■ PROBLEM REQUIREMENTS:
From the entries below, return only the lines starting at the one that contains "g.stroke(path);" and ending at the one that contains "g.rotate((+turn || 0) * Math.PI / 180);", exactly as they stand.

··· MATERIAL PROVIDED

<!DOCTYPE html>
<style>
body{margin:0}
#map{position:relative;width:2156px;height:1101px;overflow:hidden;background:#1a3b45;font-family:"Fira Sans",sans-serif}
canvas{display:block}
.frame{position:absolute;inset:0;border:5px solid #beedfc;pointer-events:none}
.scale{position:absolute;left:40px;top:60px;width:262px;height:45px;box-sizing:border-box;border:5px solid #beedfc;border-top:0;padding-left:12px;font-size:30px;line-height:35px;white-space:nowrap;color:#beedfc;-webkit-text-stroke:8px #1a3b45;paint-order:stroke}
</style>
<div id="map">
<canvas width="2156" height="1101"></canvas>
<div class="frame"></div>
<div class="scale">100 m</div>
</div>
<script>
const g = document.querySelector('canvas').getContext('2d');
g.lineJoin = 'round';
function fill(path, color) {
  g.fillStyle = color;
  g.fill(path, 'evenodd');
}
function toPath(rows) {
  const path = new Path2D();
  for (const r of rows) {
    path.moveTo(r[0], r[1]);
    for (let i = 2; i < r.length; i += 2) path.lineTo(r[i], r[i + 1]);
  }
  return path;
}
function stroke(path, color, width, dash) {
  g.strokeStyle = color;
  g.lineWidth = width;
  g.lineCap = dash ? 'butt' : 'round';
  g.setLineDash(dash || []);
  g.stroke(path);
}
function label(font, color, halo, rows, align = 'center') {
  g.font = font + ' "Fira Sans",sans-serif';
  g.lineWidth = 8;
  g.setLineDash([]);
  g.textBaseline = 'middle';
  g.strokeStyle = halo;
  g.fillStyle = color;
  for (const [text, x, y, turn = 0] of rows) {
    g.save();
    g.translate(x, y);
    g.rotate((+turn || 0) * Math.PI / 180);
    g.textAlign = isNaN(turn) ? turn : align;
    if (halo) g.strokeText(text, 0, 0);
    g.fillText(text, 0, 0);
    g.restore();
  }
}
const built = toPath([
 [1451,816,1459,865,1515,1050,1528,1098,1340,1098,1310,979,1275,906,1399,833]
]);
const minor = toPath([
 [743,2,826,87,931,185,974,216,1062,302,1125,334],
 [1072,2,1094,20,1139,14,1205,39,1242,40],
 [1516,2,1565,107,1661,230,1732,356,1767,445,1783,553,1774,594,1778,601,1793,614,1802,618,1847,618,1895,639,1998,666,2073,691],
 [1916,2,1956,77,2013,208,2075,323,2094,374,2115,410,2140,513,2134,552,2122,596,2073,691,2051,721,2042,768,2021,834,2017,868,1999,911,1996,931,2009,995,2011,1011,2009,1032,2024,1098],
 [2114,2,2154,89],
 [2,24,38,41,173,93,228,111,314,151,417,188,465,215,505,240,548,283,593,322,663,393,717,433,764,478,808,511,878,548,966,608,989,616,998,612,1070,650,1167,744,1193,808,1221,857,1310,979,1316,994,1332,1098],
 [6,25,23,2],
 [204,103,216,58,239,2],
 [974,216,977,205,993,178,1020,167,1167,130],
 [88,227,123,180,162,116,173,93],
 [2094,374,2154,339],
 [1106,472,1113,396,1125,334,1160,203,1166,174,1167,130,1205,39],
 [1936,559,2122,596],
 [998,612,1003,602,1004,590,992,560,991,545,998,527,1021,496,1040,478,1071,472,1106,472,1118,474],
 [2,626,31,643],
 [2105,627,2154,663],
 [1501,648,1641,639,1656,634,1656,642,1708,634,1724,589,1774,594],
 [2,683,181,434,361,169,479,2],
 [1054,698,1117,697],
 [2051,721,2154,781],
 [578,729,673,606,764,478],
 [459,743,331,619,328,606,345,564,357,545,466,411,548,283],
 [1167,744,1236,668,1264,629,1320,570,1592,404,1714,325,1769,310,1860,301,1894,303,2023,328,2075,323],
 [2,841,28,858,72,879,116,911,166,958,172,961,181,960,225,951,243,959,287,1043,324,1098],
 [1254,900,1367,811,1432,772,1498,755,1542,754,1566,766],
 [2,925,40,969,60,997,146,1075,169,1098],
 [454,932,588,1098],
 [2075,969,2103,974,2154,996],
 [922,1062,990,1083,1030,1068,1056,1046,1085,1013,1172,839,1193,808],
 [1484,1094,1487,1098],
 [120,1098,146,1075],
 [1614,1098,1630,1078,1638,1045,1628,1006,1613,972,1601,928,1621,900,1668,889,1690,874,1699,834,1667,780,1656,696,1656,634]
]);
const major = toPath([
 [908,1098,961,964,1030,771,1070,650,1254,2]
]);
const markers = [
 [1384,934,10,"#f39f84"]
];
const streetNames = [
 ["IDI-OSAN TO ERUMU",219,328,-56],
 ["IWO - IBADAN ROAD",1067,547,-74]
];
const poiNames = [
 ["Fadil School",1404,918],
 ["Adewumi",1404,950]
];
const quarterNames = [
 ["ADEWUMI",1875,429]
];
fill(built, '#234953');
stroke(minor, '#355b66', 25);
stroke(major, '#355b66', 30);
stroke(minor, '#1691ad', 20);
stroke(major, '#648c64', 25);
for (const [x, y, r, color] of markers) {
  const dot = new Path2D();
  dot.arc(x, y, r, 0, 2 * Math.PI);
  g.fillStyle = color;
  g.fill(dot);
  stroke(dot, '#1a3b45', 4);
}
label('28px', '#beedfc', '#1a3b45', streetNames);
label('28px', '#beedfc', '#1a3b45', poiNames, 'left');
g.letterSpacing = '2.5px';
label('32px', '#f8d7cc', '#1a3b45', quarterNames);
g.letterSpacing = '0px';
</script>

······

■ SOLVED EXERCISE:
  g.stroke(path);
}
function label(font, color, halo, rows, align = 'center') {
  g.font = font + ' "Fira Sans",sans-serif';
  g.lineWidth = 8;
  g.setLineDash([]);
  g.textBaseline = 'middle';
  g.strokeStyle = halo;
  g.fillStyle = color;
  for (const [text, x, y, turn = 0] of rows) {
    g.save();
    g.translate(x, y);
    g.rotate((+turn || 0) * Math.PI / 180);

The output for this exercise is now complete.